Begin counting the blanching time as soon as you place the eggplant in the boiling water. Cover the kettle and boil at a high temperature for the required length of time. You may use the same blanching water several times (up to 5). Be sure to add more water from time to time to keep the water level at the required height.

Step 7 - Cool the eggplant
Remove the eggplants from the boiling water with a slotted spoon and place in i ce water to cool for about 5 minutes (until cold).
Cooling them quickly prevents overcooking. Keep adding more ice as needed.
Drain thoroughly 2 or 3 minutes)

Step 7 - Bag the eggplant
I love the FoodSavers (see this page for more information) with their vacuum sealing! I am not paid by them, but these things really work. If you don't have one, ziploc bags work, too, but it is hard to get as much air out of the bags. remove the air to prevent drying and freezer burn. TIP: If you don't own a vacuum food sealer to freeze foods, place food in a Ziploc bags, zip the top shut but leave enough space to insert the tip of a soda straw. When straw is in place, remove air by sucking the air out. To remove straw, press straw closed where inserted and finish pressing the bag closed as you remove straw.

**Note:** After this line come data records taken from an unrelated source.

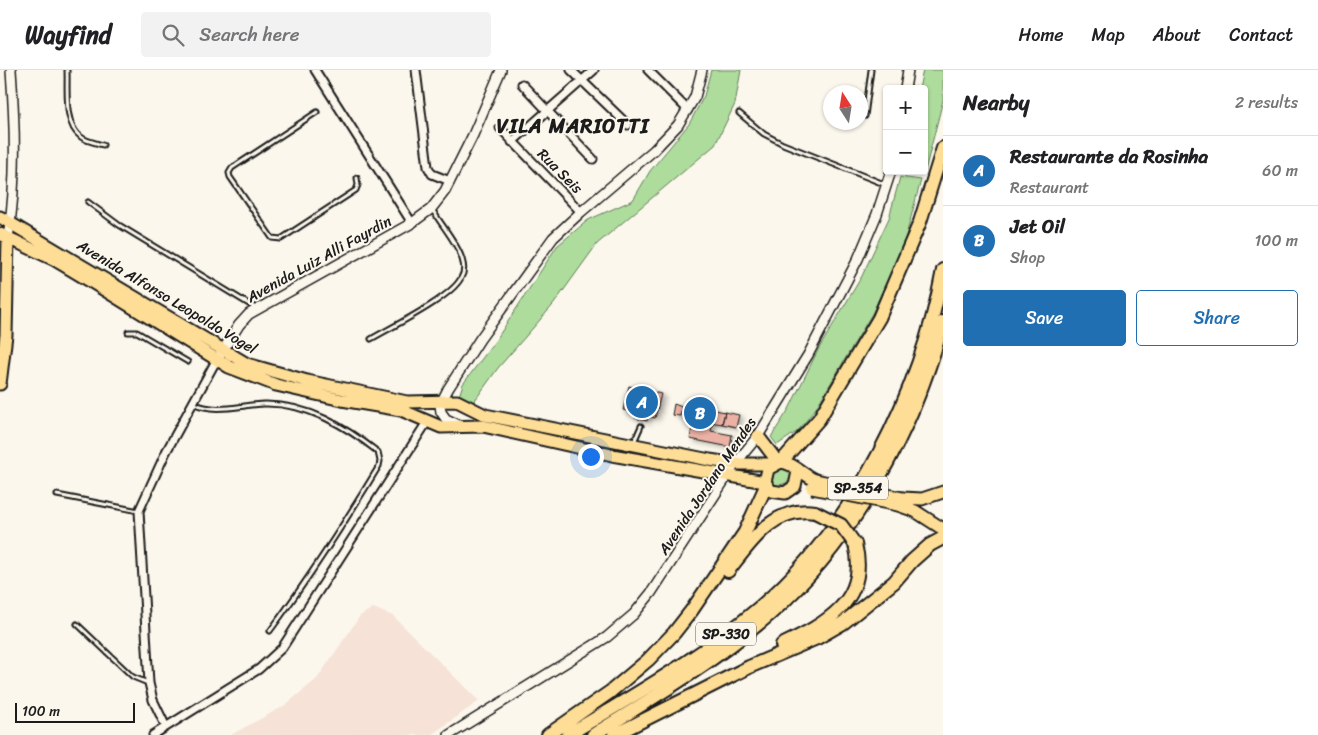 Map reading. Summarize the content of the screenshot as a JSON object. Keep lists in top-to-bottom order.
{
  "streets": {
    "highway": ["SP-330"],
    "main road": ["Avenida Alfonso Leopoldo Vogel", "SP-354"],
    "street": ["Rua Seis", "Avenida Luiz Alli Fayrdin", "Avenida Jordano Mendes"]
  },
  "crossings": [
    ["Avenida Luiz Alli Fayrdin", "Avenida Alfonso Leopoldo Vogel"],
    ["Avenida Alfonso Leopoldo Vogel", "Avenida Jordano Mendes"],
    ["Avenida Alfonso Leopoldo Vogel", "SP-354"],
    ["Avenida Jordano Mendes", "SP-354"]
  ],
  "districts": ["VILA MARIOTTI"],
  "scale_bar": "100 m",
  "north": "top",
  "page": {
    "header": "Wayfind",
    "search": "Search here",
    "nav": [
      "Home",
      "Map",
      "About",
      "Contact"
    ],
    "heading": ["Nearby", "2 results"],
    "map_buttons": ["+", "−"],
    "list": [
      {
        "mark": "A",
        "name": "Restaurante da Rosinha",
        "note": "Restaurant",
        "value": "60 m"
      },
      {
        "mark": "B",
        "name": "Jet Oil",
        "note": "Shop",
        "value": "100 m"
      }
    ],
    "buttons": ["Save", "Share"],
    "pins": ["A", "B"],
    "scale": "100 m"
  }
}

If you want slices for frying later; pack the drained slices with plastic wrap between slices. That will help to keep them from sticking to each other.
If the eggplant is very wet, after draining it, just put it in the food saver bag and freeze it (unsealed and upright) in your freezer. THEN, several hours later or the next day, when it is frozen, you can seal it with no mess!
Step 8 - Done!
Pop them into the freezer, on the quick freeze shelf, if you have one!